At the heart of ROOH are community-based Labs, embedded directly within informal settlements. In these spaces, residents identify vulnerabilities, test adaptation materials, co-design upgrades, and monitor outcomes. Each home becomes a site of learning, where solutions are piloted, refined, and scaled through peer-to-peer knowledge sharing.

From solar-reflective coatings in Pimpri in Maharashtra to breathable Vedic plasters in Surat, Gujarat, women adapt solutions based on their lived experience of climate impacts. “Earlier the walls didn’t breathe. Now the house feels cooler,” said one ROOH participant.

ROOH housing upgrades emphasize retrofits and incremental improvements using locally sourced, climate-smart materials such as fly ash bricks, recycled thermocol, and terracotta tiles.

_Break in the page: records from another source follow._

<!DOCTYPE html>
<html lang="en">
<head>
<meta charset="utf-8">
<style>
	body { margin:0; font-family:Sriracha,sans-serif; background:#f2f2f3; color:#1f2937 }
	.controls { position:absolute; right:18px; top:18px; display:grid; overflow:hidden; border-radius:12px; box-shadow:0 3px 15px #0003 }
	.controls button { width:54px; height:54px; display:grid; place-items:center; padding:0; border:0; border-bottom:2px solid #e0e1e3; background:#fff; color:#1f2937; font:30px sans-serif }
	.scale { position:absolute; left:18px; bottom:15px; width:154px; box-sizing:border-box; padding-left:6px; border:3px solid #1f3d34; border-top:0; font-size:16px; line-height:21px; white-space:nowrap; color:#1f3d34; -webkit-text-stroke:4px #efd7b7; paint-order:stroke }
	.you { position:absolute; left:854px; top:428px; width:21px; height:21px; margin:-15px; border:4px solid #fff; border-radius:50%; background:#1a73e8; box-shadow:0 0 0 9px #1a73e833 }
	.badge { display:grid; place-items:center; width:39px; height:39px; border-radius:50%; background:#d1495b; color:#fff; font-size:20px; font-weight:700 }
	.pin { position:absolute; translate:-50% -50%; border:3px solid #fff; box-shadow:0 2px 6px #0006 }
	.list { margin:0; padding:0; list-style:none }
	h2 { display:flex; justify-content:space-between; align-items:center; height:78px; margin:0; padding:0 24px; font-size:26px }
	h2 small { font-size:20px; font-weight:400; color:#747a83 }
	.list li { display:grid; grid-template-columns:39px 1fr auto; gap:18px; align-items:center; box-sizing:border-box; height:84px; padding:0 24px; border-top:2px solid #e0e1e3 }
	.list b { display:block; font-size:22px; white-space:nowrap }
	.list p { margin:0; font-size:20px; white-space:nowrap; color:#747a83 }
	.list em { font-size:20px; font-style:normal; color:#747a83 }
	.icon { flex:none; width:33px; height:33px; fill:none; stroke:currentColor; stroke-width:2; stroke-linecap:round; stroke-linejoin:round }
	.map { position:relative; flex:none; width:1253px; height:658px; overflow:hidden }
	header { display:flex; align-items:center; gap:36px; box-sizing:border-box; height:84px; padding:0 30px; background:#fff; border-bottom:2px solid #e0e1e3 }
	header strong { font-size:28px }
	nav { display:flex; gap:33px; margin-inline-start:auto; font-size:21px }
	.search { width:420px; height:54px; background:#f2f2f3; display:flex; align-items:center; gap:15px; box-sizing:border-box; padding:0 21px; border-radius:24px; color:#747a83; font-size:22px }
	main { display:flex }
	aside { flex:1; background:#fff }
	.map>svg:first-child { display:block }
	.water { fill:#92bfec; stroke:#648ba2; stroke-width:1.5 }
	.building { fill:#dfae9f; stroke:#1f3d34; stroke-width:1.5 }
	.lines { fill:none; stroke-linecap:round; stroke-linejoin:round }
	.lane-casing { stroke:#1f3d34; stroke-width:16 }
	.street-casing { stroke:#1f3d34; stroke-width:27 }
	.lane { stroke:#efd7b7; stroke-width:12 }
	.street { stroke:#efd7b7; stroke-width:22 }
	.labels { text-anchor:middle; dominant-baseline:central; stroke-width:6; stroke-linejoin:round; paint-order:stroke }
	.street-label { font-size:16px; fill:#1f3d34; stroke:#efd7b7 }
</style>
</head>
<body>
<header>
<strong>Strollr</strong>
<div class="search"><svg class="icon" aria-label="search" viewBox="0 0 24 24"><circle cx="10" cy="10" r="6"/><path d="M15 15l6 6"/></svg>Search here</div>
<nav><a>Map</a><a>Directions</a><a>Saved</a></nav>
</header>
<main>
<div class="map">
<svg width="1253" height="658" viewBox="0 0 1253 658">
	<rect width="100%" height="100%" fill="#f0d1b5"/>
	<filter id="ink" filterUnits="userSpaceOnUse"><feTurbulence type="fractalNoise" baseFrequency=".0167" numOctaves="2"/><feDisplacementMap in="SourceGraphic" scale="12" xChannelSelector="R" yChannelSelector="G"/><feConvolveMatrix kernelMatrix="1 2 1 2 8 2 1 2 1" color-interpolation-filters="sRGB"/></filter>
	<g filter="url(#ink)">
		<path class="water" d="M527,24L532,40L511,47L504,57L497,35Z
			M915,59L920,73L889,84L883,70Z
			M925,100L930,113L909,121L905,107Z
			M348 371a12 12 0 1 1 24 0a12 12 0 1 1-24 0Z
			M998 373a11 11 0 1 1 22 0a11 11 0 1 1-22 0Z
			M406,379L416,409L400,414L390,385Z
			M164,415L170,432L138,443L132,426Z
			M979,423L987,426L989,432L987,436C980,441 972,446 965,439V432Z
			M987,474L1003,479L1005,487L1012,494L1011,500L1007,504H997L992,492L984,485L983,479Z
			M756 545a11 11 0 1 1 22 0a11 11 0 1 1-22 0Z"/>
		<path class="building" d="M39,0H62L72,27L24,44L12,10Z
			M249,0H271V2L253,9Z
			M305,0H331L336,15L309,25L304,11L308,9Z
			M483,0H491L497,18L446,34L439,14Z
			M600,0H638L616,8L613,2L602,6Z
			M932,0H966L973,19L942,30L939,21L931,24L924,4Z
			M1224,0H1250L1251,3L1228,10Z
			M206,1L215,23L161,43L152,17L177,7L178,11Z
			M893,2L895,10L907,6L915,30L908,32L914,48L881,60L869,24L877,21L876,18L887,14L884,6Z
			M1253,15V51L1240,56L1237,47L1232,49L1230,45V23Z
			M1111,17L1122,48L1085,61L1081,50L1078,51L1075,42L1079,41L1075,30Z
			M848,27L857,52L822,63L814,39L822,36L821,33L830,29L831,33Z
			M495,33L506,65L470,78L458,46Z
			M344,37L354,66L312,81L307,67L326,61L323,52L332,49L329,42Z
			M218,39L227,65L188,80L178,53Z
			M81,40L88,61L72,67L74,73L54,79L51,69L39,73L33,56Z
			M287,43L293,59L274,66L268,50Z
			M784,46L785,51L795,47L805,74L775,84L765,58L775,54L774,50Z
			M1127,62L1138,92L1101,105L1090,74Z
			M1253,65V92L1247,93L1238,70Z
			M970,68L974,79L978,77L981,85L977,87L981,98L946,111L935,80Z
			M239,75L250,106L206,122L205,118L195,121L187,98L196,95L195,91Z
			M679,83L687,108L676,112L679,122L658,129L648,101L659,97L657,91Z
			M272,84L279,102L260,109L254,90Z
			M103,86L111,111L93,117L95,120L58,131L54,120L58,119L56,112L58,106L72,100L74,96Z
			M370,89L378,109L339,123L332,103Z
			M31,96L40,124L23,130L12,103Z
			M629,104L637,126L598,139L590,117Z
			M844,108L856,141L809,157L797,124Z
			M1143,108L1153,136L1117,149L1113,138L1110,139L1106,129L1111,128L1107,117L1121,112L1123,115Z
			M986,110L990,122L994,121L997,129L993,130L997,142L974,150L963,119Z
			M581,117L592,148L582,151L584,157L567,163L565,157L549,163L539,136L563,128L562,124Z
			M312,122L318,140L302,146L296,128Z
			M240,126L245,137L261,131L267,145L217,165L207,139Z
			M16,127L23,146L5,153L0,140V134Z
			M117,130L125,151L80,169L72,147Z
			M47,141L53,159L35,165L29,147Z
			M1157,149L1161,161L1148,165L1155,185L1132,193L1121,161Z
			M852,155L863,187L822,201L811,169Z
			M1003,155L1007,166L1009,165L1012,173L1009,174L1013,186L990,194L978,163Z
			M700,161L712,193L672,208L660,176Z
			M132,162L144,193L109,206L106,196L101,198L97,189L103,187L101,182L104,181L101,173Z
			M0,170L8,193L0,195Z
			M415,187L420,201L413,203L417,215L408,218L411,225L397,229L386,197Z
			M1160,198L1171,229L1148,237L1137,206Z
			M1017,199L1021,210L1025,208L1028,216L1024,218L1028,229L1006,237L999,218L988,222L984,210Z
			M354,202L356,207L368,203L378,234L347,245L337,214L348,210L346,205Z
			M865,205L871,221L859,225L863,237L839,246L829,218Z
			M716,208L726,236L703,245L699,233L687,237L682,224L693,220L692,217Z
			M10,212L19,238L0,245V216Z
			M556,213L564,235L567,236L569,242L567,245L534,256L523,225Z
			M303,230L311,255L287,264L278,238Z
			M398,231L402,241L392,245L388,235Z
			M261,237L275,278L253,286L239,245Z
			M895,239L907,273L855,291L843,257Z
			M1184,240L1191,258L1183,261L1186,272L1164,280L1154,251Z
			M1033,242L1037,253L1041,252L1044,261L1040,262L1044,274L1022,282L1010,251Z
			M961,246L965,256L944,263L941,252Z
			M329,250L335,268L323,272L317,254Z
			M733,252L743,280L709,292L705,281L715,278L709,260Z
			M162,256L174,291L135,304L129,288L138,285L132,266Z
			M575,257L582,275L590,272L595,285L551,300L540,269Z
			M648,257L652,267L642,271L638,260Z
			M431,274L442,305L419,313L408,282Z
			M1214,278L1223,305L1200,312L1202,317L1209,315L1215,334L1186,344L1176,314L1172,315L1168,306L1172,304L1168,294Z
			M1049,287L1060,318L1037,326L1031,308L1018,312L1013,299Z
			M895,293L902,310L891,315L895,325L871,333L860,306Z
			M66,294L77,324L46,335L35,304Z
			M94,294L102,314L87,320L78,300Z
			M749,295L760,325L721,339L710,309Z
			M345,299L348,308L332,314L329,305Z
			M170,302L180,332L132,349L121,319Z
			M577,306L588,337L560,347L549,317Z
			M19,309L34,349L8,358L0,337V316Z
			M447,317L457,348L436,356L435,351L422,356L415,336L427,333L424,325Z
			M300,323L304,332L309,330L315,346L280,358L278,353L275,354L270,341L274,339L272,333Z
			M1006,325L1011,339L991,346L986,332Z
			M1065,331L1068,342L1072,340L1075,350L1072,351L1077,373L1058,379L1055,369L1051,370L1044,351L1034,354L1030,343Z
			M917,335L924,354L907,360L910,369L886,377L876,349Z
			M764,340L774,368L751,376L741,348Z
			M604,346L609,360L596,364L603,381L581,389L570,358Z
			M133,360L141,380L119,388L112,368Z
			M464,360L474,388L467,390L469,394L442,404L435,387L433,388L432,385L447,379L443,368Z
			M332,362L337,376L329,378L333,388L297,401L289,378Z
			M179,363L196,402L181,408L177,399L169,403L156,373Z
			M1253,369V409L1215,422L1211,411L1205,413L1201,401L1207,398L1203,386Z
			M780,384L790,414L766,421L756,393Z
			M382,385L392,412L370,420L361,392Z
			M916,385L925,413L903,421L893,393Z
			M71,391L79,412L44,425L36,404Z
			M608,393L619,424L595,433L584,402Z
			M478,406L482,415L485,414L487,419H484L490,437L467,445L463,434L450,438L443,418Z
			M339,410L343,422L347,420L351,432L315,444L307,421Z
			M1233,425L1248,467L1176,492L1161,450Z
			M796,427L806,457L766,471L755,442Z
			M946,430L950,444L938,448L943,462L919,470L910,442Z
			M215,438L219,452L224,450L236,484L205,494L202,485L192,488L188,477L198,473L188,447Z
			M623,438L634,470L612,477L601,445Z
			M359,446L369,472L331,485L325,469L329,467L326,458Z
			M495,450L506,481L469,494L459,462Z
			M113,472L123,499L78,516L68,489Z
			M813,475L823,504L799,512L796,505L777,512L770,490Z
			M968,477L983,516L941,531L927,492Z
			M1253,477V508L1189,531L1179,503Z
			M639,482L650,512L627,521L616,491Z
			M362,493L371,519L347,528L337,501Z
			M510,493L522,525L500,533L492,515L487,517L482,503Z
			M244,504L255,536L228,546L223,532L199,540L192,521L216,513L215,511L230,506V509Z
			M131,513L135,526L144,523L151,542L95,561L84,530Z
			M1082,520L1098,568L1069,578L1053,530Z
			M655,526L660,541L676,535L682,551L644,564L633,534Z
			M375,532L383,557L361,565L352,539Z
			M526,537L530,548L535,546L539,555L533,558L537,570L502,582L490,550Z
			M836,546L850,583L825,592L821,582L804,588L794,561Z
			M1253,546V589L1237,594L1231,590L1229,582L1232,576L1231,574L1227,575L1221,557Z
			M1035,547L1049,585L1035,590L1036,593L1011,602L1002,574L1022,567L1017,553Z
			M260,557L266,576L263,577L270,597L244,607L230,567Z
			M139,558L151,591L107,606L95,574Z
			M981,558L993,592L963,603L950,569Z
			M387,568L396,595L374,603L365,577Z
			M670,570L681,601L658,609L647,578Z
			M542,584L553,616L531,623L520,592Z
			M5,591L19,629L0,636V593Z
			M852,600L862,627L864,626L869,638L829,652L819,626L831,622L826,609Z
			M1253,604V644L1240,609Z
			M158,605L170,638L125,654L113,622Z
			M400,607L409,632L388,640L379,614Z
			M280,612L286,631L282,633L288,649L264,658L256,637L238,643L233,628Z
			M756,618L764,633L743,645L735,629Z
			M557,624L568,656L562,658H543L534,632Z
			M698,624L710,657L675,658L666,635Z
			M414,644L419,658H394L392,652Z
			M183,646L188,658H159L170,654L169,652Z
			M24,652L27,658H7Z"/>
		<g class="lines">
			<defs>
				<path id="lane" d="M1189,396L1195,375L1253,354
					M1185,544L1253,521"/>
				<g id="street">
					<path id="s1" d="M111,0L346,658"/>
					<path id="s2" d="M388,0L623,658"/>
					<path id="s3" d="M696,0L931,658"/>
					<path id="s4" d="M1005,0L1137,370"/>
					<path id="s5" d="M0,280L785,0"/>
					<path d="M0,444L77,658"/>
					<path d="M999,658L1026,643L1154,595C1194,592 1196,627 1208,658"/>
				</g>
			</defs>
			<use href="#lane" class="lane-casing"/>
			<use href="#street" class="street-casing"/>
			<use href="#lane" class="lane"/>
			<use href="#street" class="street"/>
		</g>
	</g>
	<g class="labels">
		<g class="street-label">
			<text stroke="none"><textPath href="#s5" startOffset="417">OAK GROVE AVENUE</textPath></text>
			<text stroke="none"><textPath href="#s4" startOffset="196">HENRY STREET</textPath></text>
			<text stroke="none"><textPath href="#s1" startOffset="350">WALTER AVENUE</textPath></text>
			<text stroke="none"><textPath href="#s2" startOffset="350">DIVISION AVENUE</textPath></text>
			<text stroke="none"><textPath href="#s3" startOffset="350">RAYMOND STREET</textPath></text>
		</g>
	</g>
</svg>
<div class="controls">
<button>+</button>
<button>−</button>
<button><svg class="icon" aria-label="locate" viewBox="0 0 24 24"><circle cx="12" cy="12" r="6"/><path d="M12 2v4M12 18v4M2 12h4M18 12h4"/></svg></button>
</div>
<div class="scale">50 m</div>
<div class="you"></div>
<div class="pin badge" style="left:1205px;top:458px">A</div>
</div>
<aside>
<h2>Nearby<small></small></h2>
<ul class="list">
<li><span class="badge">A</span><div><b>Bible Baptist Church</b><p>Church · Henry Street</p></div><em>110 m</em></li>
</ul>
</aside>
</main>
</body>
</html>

Homes are designed to be:

  • Affordable: Co-financed by residents through savings and non-cash contributions.

  • Accessible: Tailored to informal housing realities.

  • Adaptable: Customized for micro-climates, household needs, and community preferences.

Women monitor outcomes using thermo-hygrometers, tracking temperature and humidity in over 150 homes under climate performance monitoring. Early impacts include:

  • Ceiling fan use reduced from 12 to 2 hours/day.

  • Up to US$ 25/year saved on temporary tarpaulin materials.

  • Increased home use for livelihood activities, especially by women.

ROOH is not only improving homes—it is shifting power. Women lead every stage: from choosing materials and negotiating with contractors to hosting planning meetings and aggregating demand.

“We used to sleep outside in the summer. Now, after the upgrades, we host guests. This is no longer just a shelter—it’s a home,” said Anita Sathe, a resident leader from Pimpri.

To overcome barriers in housing finance, ROOH leverages community savings systems, non-cash contributions, and peer networks. Long-standing women-led collectives such as Mahila Milan support transparent fund management and project planning.

Partnerships Driving Scale

ROOH thrives on cross-sector collaboration, bringing together:

  • Academic partners (like School of Planning and Architecture in New Delhi, UC Berkeley, and Universitas Islamia Indonesia) for research and curricula.

  • Material innovators & waste pickers (like Chintan and Hasiru Dala) to anchor circular economy solutions.

  • Local governments (like the Ahmednagar Municipal Council) to integrate ROOH into public housing.

  • Industry partners (like Holcim and other small and medium enterprises) to co-develop scalable material innovations.

  • Global platforms (like Global Resilience Partnership and the Global Covenant of Mayors) to connect grassroots learning to policy.

As of 2025, ROOH operates in 36 cities across 10 countries, including India, Indonesia, Egypt, Kenya, and six Latin American nations. With 56 active Labs, each tailored to local risks and materials, ROOH is demonstrating its global adaptability.

In Latin America, 21 Labs and six housing prototypes have been developed with partner TECHO, co-designed with communities facing heatwaves, landslides, floods, and storms.

A Model for Women’s Climate Leadership

ROOH is being recognized internationally as a model for locally led adaptation that centers women’s livelihoods. It breaks barriers by:

  • Training women in technical construction skills.

  • Supporting women to negotiate directly with vendors and contractors.

  • Piloting affordable materials that cut energy and repair costs.

  • Embedding climate literacy into housing design.

“Resilience is no longer aspirational—it’s already happening. A single upgraded home inspires ten more,” said Sheela Patel, Director of SPARC and Global Ambassador for ROOH.

Looking Ahead

By 2050, ROOH aims to reach two billion people as part of the Race to Resilience. Its immediate priorities include:

  • Launching 100 new Labs across Asia and Africa.

  • Replication in at least five major cities.

  • Doubling climate-resilient housing units in informal settlements.

  • Developing global tools—a materials directory, vendor playbook, and resilience index.

  • Mainstreaming resilient housing into architecture schools and public policy.

ROOH proves that resilience is not a privilege—it is a right. And it shows that low-income women are not just participants in climate action—they are its architects, strategists, and champions.